Records to process.
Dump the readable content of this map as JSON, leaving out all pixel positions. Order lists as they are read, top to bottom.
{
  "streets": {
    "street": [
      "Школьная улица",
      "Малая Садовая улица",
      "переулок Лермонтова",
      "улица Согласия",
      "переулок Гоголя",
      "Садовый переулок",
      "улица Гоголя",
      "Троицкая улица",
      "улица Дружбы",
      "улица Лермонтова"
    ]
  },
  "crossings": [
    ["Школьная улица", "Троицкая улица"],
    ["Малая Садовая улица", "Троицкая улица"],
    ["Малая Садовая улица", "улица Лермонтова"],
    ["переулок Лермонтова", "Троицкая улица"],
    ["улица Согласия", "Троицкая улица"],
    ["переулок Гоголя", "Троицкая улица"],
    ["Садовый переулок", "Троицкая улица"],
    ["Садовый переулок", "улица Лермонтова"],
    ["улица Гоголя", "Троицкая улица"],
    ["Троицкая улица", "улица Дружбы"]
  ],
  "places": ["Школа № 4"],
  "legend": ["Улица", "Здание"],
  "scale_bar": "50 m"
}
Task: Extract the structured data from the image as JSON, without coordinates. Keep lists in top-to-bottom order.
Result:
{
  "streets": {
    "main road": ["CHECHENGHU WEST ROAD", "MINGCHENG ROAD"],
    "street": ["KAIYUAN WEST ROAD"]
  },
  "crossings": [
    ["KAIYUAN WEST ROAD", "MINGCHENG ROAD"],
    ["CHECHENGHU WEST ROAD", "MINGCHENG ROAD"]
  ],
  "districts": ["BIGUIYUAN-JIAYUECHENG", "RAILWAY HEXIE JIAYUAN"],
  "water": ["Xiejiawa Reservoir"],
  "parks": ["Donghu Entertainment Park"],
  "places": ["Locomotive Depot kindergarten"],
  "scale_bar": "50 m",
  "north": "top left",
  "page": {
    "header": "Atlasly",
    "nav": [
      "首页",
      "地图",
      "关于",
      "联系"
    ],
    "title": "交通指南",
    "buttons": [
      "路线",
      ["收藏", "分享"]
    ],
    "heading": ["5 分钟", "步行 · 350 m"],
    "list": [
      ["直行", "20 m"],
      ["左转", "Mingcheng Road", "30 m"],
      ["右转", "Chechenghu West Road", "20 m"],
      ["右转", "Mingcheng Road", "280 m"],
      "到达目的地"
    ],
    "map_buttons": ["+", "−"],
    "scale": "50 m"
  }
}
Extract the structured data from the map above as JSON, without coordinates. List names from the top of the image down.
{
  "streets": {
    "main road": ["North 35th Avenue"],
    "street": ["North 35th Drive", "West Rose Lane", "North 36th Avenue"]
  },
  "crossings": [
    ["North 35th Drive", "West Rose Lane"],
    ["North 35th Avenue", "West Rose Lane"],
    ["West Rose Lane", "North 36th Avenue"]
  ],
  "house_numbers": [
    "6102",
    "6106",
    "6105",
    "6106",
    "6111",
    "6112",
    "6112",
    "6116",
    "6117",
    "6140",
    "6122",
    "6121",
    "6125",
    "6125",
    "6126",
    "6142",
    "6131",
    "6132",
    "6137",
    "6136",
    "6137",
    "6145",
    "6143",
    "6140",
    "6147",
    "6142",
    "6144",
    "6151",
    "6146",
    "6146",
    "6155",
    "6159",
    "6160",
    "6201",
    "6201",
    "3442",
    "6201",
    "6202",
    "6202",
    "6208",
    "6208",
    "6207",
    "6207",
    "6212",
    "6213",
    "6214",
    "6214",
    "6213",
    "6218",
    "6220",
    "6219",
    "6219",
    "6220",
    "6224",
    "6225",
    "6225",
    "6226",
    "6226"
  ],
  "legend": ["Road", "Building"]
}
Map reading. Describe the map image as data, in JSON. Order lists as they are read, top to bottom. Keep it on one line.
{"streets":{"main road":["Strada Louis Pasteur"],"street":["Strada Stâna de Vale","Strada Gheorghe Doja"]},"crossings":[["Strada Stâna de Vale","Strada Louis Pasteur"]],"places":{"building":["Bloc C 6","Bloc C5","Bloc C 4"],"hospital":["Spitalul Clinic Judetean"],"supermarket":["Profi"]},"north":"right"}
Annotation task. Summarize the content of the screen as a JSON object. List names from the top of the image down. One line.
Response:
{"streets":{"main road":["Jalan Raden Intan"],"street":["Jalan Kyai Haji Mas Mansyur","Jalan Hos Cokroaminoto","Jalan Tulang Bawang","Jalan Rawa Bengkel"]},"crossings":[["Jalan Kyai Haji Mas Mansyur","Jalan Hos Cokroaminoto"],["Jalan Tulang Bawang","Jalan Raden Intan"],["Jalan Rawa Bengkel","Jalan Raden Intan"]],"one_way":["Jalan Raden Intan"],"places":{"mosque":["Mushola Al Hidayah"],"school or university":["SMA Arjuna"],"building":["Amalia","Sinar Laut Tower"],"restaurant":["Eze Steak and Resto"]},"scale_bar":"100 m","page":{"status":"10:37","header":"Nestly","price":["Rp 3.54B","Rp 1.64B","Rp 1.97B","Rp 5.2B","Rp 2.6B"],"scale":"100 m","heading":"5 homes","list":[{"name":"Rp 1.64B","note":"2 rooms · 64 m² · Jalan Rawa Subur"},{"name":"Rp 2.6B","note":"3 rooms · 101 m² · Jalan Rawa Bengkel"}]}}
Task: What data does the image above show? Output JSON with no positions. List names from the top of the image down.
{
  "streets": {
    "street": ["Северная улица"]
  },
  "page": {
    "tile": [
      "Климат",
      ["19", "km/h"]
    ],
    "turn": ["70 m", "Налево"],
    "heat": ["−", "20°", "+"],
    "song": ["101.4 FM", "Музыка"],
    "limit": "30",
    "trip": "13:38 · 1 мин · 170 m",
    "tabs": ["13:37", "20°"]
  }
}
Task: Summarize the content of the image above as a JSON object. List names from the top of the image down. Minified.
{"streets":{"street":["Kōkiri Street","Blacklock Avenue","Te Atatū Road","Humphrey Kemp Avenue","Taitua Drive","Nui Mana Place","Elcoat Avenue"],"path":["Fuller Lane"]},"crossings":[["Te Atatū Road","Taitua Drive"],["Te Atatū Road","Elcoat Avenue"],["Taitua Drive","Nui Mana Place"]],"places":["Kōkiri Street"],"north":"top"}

What is needed. Transcribe the entire listing above precisely.

Answer for the task.
Dump the readable content of this map as JSON, leaving out all pixel positions. Order lists as they are read, top to bottom.
{
  "streets": {
    "street": [
      "Школьная улица",
      "Малая Садовая улица",
      "переулок Лермонтова",
      "улица Согласия",
      "переулок Гоголя",
      "Садовый переулок",
      "улица Гоголя",
      "Троицкая улица",
      "улица Дружбы",
      "улица Лермонтова"
    ]
  },
  "crossings": [
    ["Школьная улица", "Троицкая улица"],
    ["Малая Садовая улица", "Троицкая улица"],
    ["Малая Садовая улица", "улица Лермонтова"],
    ["переулок Лермонтова", "Троицкая улица"],
    ["улица Согласия", "Троицкая улица"],
    ["переулок Гоголя", "Троицкая улица"],
    ["Садовый переулок", "Троицкая улица"],
    ["Садовый переулок", "улица Лермонтова"],
    ["улица Гоголя", "Троицкая улица"],
    ["Троицкая улица", "улица Дружбы"]
  ],
  "places": ["Школа № 4"],
  "legend": ["Улица", "Здание"],
  "scale_bar": "50 m"
}
Task: Extract the structured data from the image as JSON, without coordinates. Keep lists in top-to-bottom order.
Result:
{
  "streets": {
    "main road": ["CHECHENGHU WEST ROAD", "MINGCHENG ROAD"],
    "street": ["KAIYUAN WEST ROAD"]
  },
  "crossings": [
    ["KAIYUAN WEST ROAD", "MINGCHENG ROAD"],
    ["CHECHENGHU WEST ROAD", "MINGCHENG ROAD"]
  ],
  "districts": ["BIGUIYUAN-JIAYUECHENG", "RAILWAY HEXIE JIAYUAN"],
  "water": ["Xiejiawa Reservoir"],
  "parks": ["Donghu Entertainment Park"],
  "places": ["Locomotive Depot kindergarten"],
  "scale_bar": "50 m",
  "north": "top left",
  "page": {
    "header": "Atlasly",
    "nav": [
      "首页",
      "地图",
      "关于",
      "联系"
    ],
    "title": "交通指南",
    "buttons": [
      "路线",
      ["收藏", "分享"]
    ],
    "heading": ["5 分钟", "步行 · 350 m"],
    "list": [
      ["直行", "20 m"],
      ["左转", "Mingcheng Road", "30 m"],
      ["右转", "Chechenghu West Road", "20 m"],
      ["右转", "Mingcheng Road", "280 m"],
      "到达目的地"
    ],
    "map_buttons": ["+", "−"],
    "scale": "50 m"
  }
}
Extract the structured data from the map above as JSON, without coordinates. List names from the top of the image down.
{
  "streets": {
    "main road": ["North 35th Avenue"],
    "street": ["North 35th Drive", "West Rose Lane", "North 36th Avenue"]
  },
  "crossings": [
    ["North 35th Drive", "West Rose Lane"],
    ["North 35th Avenue", "West Rose Lane"],
    ["West Rose Lane", "North 36th Avenue"]
  ],
  "house_numbers": [
    "6102",
    "6106",
    "6105",
    "6106",
    "6111",
    "6112",
    "6112",
    "6116",
    "6117",
    "6140",
    "6122",
    "6121",
    "6125",
    "6125",
    "6126",
    "6142",
    "6131",
    "6132",
    "6137",
    "6136",
    "6137",
    "6145",
    "6143",
    "6140",
    "6147",
    "6142",
    "6144",
    "6151",
    "6146",
    "6146",
    "6155",
    "6159",
    "6160",
    "6201",
    "6201",
    "3442",
    "6201",
    "6202",
    "6202",
    "6208",
    "6208",
    "6207",
    "6207",
    "6212",
    "6213",
    "6214",
    "6214",
    "6213",
    "6218",
    "6220",
    "6219",
    "6219",
    "6220",
    "6224",
    "6225",
    "6225",
    "6226",
    "6226"
  ],
  "legend": ["Road", "Building"]
}
Map reading. Describe the map image as data, in JSON. Order lists as they are read, top to bottom. Keep it on one line.
{"streets":{"main road":["Strada Louis Pasteur"],"street":["Strada Stâna de Vale","Strada Gheorghe Doja"]},"crossings":[["Strada Stâna de Vale","Strada Louis Pasteur"]],"places":{"building":["Bloc C 6","Bloc C5","Bloc C 4"],"hospital":["Spitalul Clinic Judetean"],"supermarket":["Profi"]},"north":"right"}
Annotation task. Summarize the content of the screen as a JSON object. List names from the top of the image down. One line.
Response:
{"streets":{"main road":["Jalan Raden Intan"],"street":["Jalan Kyai Haji Mas Mansyur","Jalan Hos Cokroaminoto","Jalan Tulang Bawang","Jalan Rawa Bengkel"]},"crossings":[["Jalan Kyai Haji Mas Mansyur","Jalan Hos Cokroaminoto"],["Jalan Tulang Bawang","Jalan Raden Intan"],["Jalan Rawa Bengkel","Jalan Raden Intan"]],"one_way":["Jalan Raden Intan"],"places":{"mosque":["Mushola Al Hidayah"],"school or university":["SMA Arjuna"],"building":["Amalia","Sinar Laut Tower"],"restaurant":["Eze Steak and Resto"]},"scale_bar":"100 m","page":{"status":"10:37","header":"Nestly","price":["Rp 3.54B","Rp 1.64B","Rp 1.97B","Rp 5.2B","Rp 2.6B"],"scale":"100 m","heading":"5 homes","list":[{"name":"Rp 1.64B","note":"2 rooms · 64 m² · Jalan Rawa Subur"},{"name":"Rp 2.6B","note":"3 rooms · 101 m² · Jalan Rawa Bengkel"}]}}
Task: What data does the image above show? Output JSON with no positions. List names from the top of the image down.
{
  "streets": {
    "street": ["Северная улица"]
  },
  "page": {
    "tile": [
      "Климат",
      ["19", "km/h"]
    ],
    "turn": ["70 m", "Налево"],
    "heat": ["−", "20°", "+"],
    "song": ["101.4 FM", "Музыка"],
    "limit": "30",
    "trip": "13:38 · 1 мин · 170 m",
    "tabs": ["13:37", "20°"]
  }
}
Task: Summarize the content of the image above as a JSON object. List names from the top of the image down. Minified.
{"streets":{"street":["Kōkiri Street","Blacklock Avenue","Te Atatū Road","Humphrey Kemp Avenue","Taitua Drive","Nui Mana Place","Elcoat Avenue"],"path":["Fuller Lane"]},"crossings":[["Te Atatū Road","Taitua Drive"],["Te Atatū Road","Elcoat Avenue"],["Taitua Drive","Nui Mana Place"]],"places":["Kōkiri Street"],"north":"top"}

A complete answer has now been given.